BTB: Jane Wilkens Michael talks Avenging Ovarian Cancer with Cobie Smulders

Play Episode Listen Later Aug 1, 2019 30:17

Jane’s guest today is the sensational Cobie Smulders, a Canadian superstar who became universally known in America as Robin Sherbatzky on CBS’s long-running How I Met Your Mother, on S.H.I.E.L.D as Honcho Maria Hill, and as Lisa in the Netflix comedy Friends from College. In moviedom, she stars in the Avenger series --- including the upcoming Spider-Man: Far From Home. But what her legions of fans might not know about Cobie, is that at the age of 25, she was faced with a shocking diagnosis of ovarian cancer. Shortly after, she underwent several surgeries and has now been in remission for more than 10 years.
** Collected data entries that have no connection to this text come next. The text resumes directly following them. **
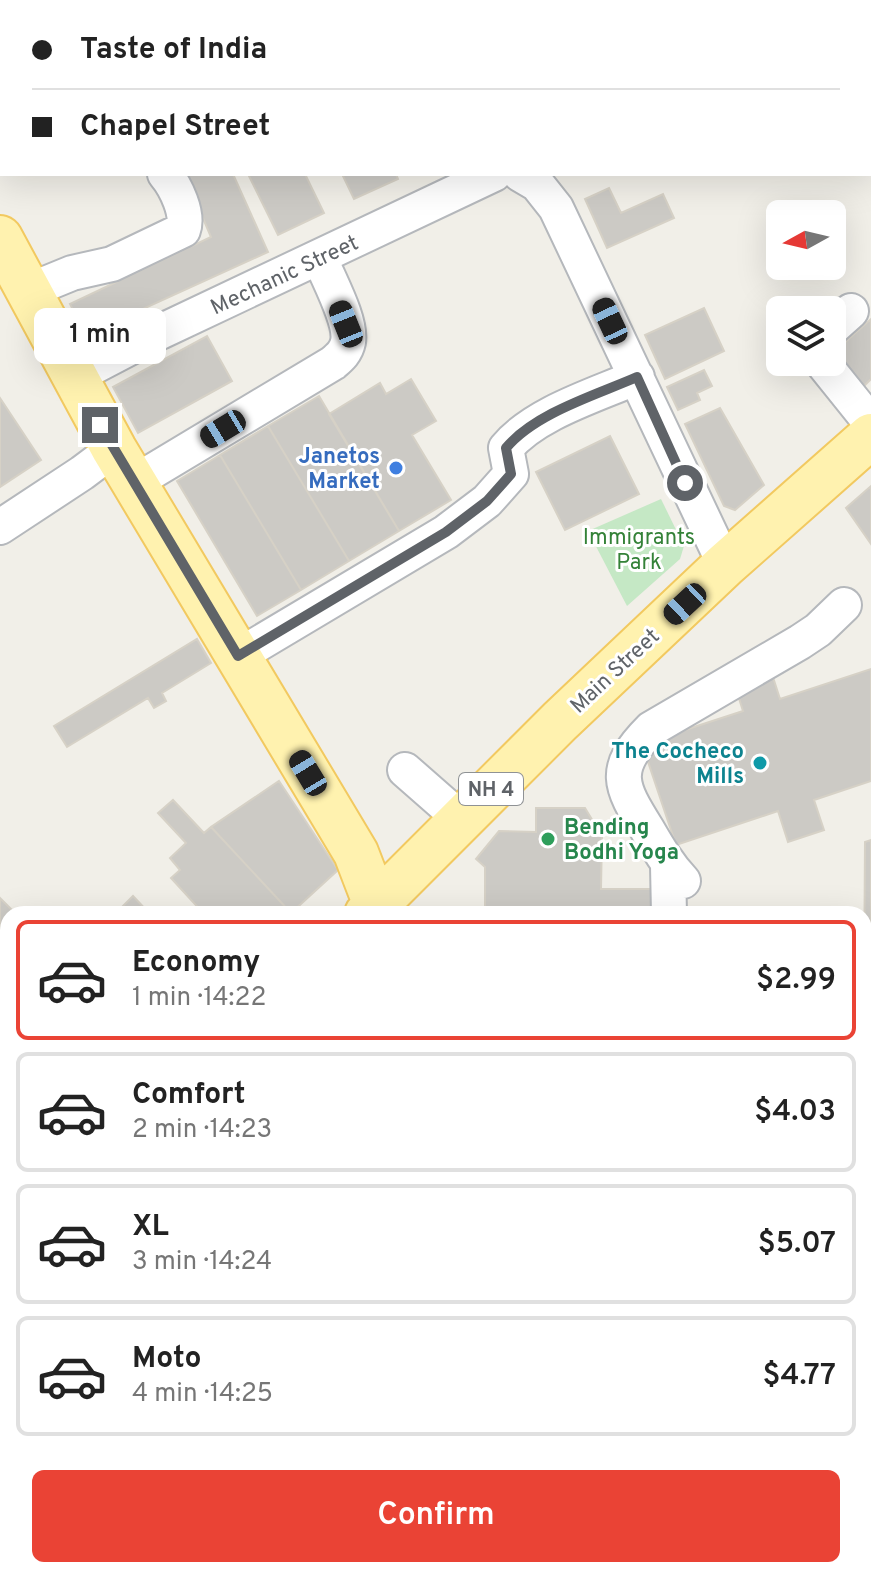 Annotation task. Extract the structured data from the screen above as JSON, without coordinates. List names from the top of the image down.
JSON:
{
  "streets": {
    "main road": ["Main Street", "NH 4"],
    "street": ["Mechanic Street"]
  },
  "parks": ["Immigrants Park"],
  "places": ["Janetos Market", "The Cocheco Mills", "Bending Bodhi Yoga"],
  "north": "left",
  "page": {
    "banner": ["Taste of India", "Chapel Street"],
    "bubble": "1 min",
    "list": [
      {
        "name": "Economy",
        "note": "1 min · 14:22",
        "value": "$2.99"
      },
      {
        "name": "Comfort",
        "note": "2 min · 14:23",
        "value": "$4.03"
      },
      {
        "name": "XL",
        "note": "3 min · 14:24",
        "value": "$5.07"
      },
      {
        "name": "Moto",
        "note": "4 min · 14:25",
        "value": "$4.77"
      }
    ],
    "buttons": "Confirm"
  }
} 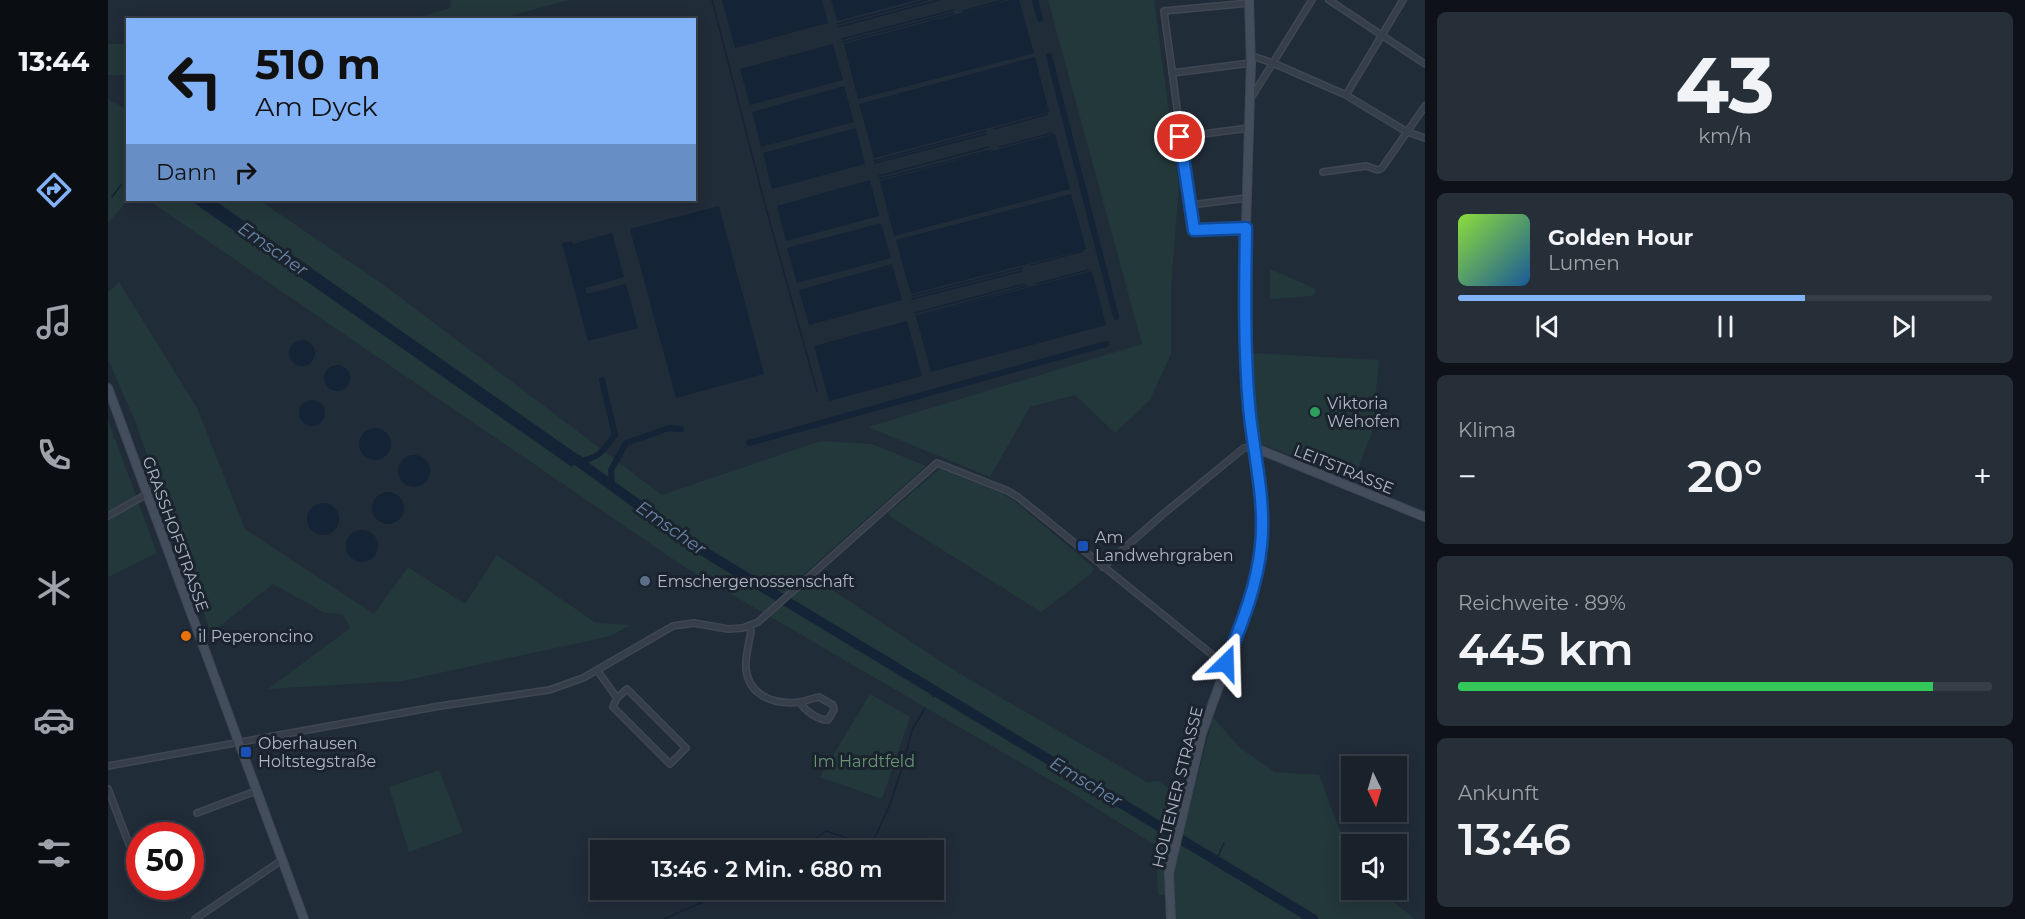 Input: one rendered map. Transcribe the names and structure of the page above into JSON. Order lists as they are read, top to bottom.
{
  "streets": {
    "main road": ["LEITSTRASSE", "GRASSHOFSTRASSE", "HOLTENER STRASSE"]
  },
  "crossings": [
    ["LEITSTRASSE", "HOLTENER STRASSE"]
  ],
  "water": ["Emscher"],
  "parks": ["Im Hardtfeld"],
  "places": {
    "other": ["Viktoria Wehofen", "Emschergenossenschaft", "il Peperoncino"],
    "transit": ["Am Landwehrgraben", "Oberhausen Holtstegstraße"]
  },
  "north": "bottom",
  "page": {
    "tabs": "13:44",
    "tile": [
      ["43", "km/h"],
      "Klima",
      ["Reichweite · 89%", "445 km"],
      ["Ankunft", "13:46"]
    ],
    "turn": ["510 m", "Am Dyck"],
    "then": "Dann",
    "song": ["Golden Hour", "Lumen"],
    "heat": ["−", "20°", "+"],
    "limit": "50",
    "trip": "13:46 · 2 Min. · 680 m"
  }
} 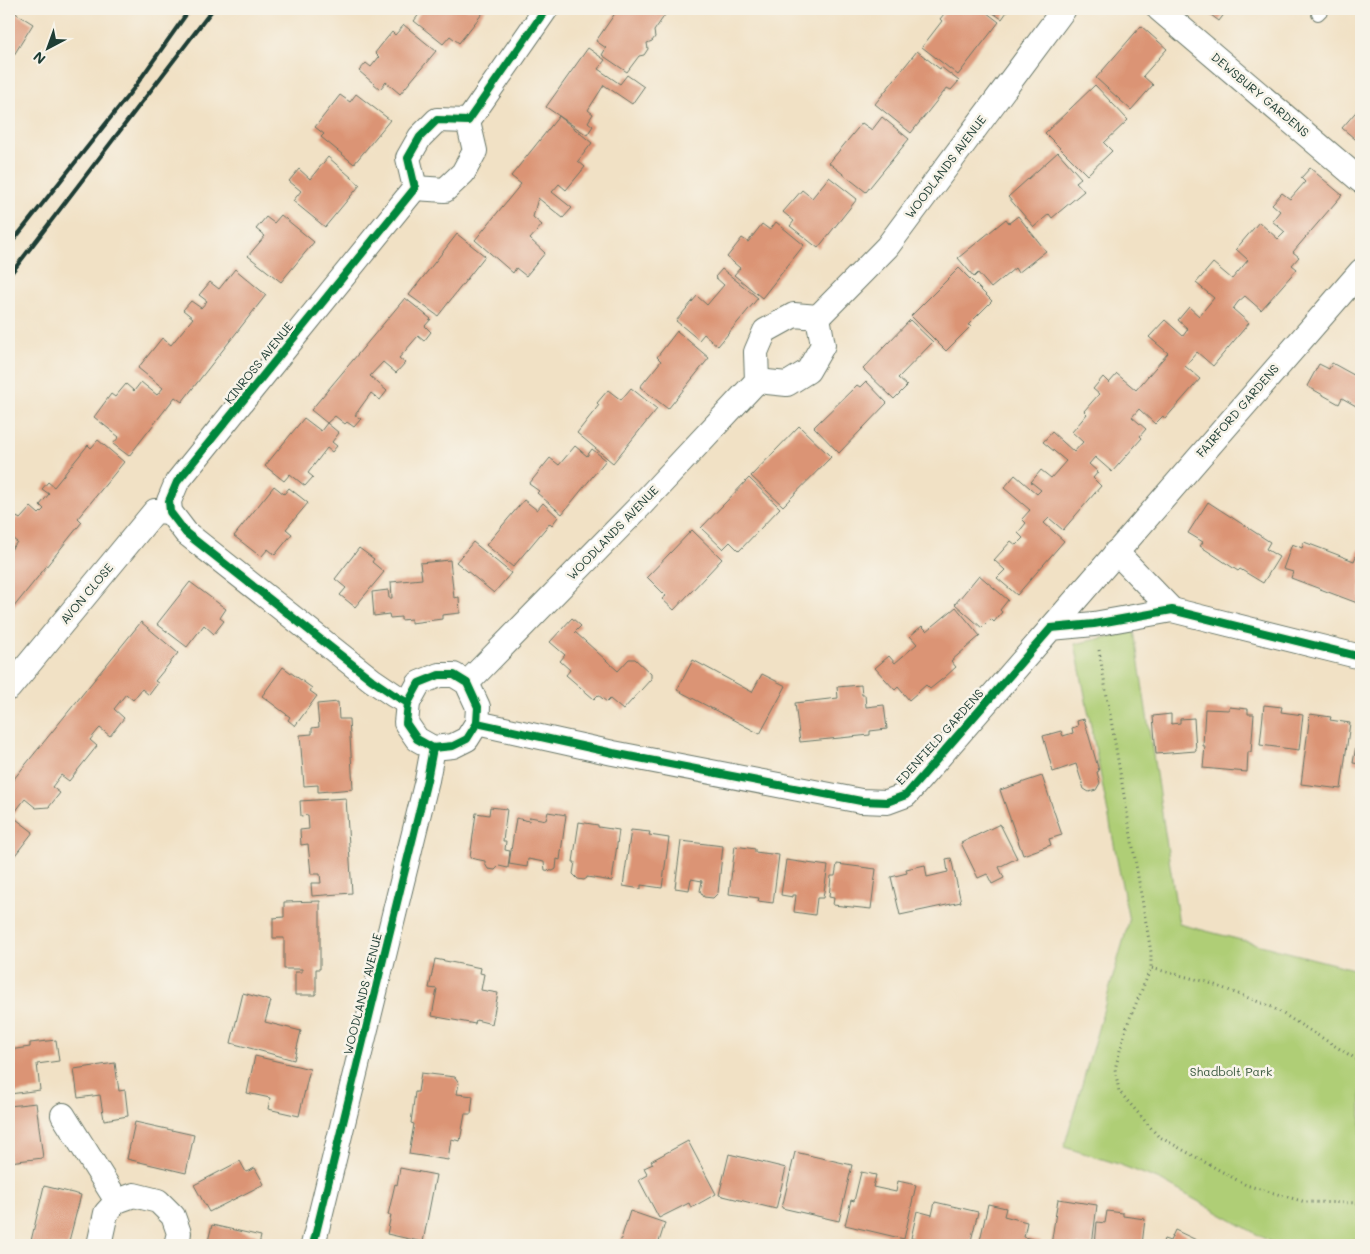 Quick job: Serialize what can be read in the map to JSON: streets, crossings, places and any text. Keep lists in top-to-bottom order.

Cobie’s experience as a successful survivor is still quite unusual. Many women don’t know they even have ovarian cancer until it’s already in advanced stages. Unfortunately, the majority will see it return. Understanding the need for education among women with this type of cancer, Cobie has partnered with TESARO, an oncology-focused biopharmaceutical company, on a campaign called “Not on My Watch.” They have combined, in a nationwide movement, to empower women with recurrent ovarian cancer to take proactive steps in managing their disease by making informed decision with their healthcare providers about their treatments. On this segment with Jane, Cobie, wife of TV star Taran Killam and mother of two young daughters, speaks about her experience with ovarian cancer, her advice for others, as well as her inspiring public service announcement she both directed and starred in that benefits survivors of any cancer. Furthermore, she shares the personal lifestyle tips and tools that keep her happy, healthy, and Better Than Before.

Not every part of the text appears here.